The paper started with discoveries made many years ago at a place called Qumran.  Qumran, it turns out, is not one of those villages in the South Wales valleys, where – like Jonah, they sing all the time – but the place where the Dead Sea Scrolls were discovered in 1947. 

    I was interested to learn – who knew – that there are psalms in the Dead Sea Scrolls and there are also psalms in the Apocrypha. The Apocrypha is a rag bag of literature from the end of the Biblical period which didn’t make it into the Tanakh, the Hebrew Bible.  What, the paper asked, distinguishes the 150 psalms which are included not just in the Hebrew Bible but also in the Christian tradition, from the ones which didn’t make the cut?  It’s not a question I’ve ever asked - having not been aware either of the Psalter in the Dead Sea Scrolls or of the fact that there was a massive output of hymnic material current amongst many of the Jewish groups who were struggling at the time with how to deal with the unprecedented upheavals in the world around them.

    Background: here’s another term much beloved by British and American academics: the ‘intertestamental period’.  (Intertestamental – all one word, 16 letters.  Too big for a crossword grid.)  The period begins from when the Hebrew Bible was closed to any more books and includes the Maccabean period, 165 BCE, right up to the completion of the New Testament which happened roughly speaking at the time when we Jews were undergoing mass expulsion from our Land at the time of Rabbi Akiva, let’s say 135 CE.  So, 300 years in which our lot were being subjected to the physical and cultural steamrollers first of Greece and then of Rome and fragmented into a mass of parties and groups trying to find a way to survive as Jews and make sense of the nasty, bloody and ruthless world which had invaded them.  Something which it shouldn’t take too much effort for us today to identify with.

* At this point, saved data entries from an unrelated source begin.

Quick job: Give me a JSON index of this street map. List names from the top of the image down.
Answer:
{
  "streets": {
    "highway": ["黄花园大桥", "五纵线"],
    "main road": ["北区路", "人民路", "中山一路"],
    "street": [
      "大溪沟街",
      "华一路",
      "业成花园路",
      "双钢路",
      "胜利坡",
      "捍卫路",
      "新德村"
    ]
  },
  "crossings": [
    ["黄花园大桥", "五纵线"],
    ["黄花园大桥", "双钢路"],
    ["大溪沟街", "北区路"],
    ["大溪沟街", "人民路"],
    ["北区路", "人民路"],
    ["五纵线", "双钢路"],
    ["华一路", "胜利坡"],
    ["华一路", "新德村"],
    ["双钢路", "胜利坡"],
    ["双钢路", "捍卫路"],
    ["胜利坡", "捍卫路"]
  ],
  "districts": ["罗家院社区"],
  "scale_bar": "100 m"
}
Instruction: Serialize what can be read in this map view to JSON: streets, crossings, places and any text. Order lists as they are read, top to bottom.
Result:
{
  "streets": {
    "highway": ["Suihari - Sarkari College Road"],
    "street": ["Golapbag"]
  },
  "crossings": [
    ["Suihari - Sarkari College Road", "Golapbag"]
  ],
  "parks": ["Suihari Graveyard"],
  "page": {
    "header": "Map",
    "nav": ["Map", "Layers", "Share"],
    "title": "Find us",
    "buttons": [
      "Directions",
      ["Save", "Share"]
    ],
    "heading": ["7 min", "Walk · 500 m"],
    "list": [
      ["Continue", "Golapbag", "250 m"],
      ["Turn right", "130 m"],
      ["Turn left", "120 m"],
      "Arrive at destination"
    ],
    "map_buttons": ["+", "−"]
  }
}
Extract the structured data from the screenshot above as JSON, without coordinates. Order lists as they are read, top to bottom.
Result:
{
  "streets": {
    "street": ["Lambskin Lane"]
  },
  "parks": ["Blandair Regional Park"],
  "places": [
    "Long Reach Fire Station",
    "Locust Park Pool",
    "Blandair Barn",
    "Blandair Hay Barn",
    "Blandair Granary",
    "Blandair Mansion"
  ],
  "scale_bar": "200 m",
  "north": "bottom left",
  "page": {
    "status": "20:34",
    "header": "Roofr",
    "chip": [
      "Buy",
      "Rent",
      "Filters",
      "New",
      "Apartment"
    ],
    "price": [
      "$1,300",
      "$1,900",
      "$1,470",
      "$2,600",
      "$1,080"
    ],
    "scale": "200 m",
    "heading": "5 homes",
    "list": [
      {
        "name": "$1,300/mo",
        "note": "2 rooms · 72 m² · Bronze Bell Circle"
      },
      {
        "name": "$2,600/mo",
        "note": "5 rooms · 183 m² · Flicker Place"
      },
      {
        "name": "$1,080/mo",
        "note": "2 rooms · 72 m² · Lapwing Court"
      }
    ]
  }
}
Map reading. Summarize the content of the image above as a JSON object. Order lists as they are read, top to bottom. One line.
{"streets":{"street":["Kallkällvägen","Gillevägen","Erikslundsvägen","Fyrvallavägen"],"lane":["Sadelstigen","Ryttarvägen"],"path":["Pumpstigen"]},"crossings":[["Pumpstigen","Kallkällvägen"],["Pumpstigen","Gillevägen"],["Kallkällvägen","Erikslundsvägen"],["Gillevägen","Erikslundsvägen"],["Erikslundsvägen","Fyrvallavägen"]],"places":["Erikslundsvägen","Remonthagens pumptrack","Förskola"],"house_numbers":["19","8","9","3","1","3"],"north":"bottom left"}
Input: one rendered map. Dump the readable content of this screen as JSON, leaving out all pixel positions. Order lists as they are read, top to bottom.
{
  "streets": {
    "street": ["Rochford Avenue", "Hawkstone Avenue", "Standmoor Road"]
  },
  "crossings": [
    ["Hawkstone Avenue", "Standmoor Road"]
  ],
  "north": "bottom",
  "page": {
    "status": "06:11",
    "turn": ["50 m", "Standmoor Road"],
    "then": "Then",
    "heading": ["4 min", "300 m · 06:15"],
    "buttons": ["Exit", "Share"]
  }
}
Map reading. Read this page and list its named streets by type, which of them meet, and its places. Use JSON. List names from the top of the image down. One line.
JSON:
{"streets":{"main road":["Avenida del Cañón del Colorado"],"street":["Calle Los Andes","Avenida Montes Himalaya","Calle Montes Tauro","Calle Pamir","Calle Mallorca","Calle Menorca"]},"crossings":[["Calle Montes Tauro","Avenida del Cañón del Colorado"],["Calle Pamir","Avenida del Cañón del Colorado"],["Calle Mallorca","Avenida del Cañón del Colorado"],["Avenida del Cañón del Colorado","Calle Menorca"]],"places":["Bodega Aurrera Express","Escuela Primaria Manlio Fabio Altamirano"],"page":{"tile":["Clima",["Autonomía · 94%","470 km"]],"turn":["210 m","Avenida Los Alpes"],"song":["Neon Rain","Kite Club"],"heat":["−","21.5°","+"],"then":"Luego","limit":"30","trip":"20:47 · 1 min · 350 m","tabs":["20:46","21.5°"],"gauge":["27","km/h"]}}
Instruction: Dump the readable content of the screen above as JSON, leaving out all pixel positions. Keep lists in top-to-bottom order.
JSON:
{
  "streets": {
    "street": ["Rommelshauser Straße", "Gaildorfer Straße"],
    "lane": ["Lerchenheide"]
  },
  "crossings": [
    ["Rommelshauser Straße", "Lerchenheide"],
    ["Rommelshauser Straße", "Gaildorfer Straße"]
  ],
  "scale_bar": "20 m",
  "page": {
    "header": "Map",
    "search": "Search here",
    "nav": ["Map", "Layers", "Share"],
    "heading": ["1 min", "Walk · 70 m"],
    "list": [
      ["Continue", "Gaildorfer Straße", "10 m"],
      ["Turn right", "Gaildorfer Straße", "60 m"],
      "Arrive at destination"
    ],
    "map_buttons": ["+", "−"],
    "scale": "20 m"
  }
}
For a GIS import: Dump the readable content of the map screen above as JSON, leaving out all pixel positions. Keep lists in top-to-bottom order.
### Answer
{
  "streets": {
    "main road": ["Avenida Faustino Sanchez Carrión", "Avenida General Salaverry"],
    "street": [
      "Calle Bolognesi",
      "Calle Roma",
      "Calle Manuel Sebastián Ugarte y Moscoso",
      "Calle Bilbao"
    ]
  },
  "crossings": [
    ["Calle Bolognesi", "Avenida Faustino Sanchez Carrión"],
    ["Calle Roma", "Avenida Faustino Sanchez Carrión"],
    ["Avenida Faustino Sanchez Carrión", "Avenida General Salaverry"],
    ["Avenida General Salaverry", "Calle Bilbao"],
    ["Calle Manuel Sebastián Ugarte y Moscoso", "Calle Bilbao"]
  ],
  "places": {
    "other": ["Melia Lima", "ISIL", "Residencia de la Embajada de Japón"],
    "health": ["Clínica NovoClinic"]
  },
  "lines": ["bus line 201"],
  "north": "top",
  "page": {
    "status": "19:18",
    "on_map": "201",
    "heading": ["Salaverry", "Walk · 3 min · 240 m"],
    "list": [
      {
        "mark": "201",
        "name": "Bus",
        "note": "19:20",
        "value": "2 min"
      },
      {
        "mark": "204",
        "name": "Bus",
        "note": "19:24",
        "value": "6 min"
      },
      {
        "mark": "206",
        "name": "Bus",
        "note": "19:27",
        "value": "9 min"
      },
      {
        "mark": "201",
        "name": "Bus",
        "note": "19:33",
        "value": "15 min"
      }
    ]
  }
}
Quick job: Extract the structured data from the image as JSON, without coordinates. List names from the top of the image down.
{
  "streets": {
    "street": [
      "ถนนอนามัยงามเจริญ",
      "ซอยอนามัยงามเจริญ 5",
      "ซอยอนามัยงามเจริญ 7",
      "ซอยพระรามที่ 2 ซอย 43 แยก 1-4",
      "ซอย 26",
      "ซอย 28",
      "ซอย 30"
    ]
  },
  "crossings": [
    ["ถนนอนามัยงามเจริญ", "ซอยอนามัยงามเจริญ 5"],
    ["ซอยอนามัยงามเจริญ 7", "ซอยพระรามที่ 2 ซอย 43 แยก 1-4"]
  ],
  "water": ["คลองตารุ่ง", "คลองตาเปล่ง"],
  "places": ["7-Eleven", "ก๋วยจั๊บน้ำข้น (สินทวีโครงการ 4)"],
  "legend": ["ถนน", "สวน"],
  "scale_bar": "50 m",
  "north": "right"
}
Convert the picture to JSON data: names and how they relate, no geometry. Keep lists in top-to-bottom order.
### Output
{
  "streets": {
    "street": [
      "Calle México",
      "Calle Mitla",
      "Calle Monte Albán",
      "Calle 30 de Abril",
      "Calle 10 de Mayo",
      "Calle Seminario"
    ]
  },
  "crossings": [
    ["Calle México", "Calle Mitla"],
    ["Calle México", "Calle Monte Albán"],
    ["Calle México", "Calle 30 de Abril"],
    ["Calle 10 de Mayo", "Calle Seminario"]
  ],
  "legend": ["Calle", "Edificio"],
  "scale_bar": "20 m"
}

One of these groups – the Essenes - wrote the Dead Sea Scrolls; another – the Pharisees - laid the foundations for Rabbinic Judaism, our Judaism; and a third eventually founded the early Churches and Christianity.
    Okay, back to the Psalms and the paper I’m going on about, which asked what distinguished the 150 Psalms in T’hillim, exactly the same Psalms in the Christian Psalter, from all the rest that were not included. 

    The answer the paper gives is the ekphrastic imagination.  What the paper explained is that ekphrasis is the word given to the particular style, quality which is the hallmark of the 150-strong Book of Psalms.  As soon as the writer began to explain ekphrasis my eyes lit up and I felt this sermon coming on.  Ekphrasis is about the distinctive use of the sound of the Hebrew words to give life to the meaning; it’s about metre which I began to recognise is like no other poetry.  And further, it’s about the particular use of words and play on words, the use of consonantal sounds to highlight parallels and also accentuate contrasts.  It’s the manipulation of words as integral to the faith and theology they express.  I beamed in recognition. One of my obsessions is the way in which Rabbinic Judaism, which of course came later but frequently quoted from the Psalms, is focused on words and the centrality of words, of language being the essence of Judaism. 

But even more of a clincher, the key example of ekphrasis is imagery – the way in which the Psalms treat the natural world.  Right from the beginning - in Psalm 1 - the faithful are likened to a well-watered tree and even in old age they’re full of sap and still producing fruit.  Elsewhere, the enemy is a wild animal - a bull or a lion or a dog - and the faithful Jew, beleaguered, under attack, is a sagging fence or a battered wall.  God is a rock, a fortress.  The world isn’t an inanimate backdrop; the hills skip like rams and the sky declares the glory of God.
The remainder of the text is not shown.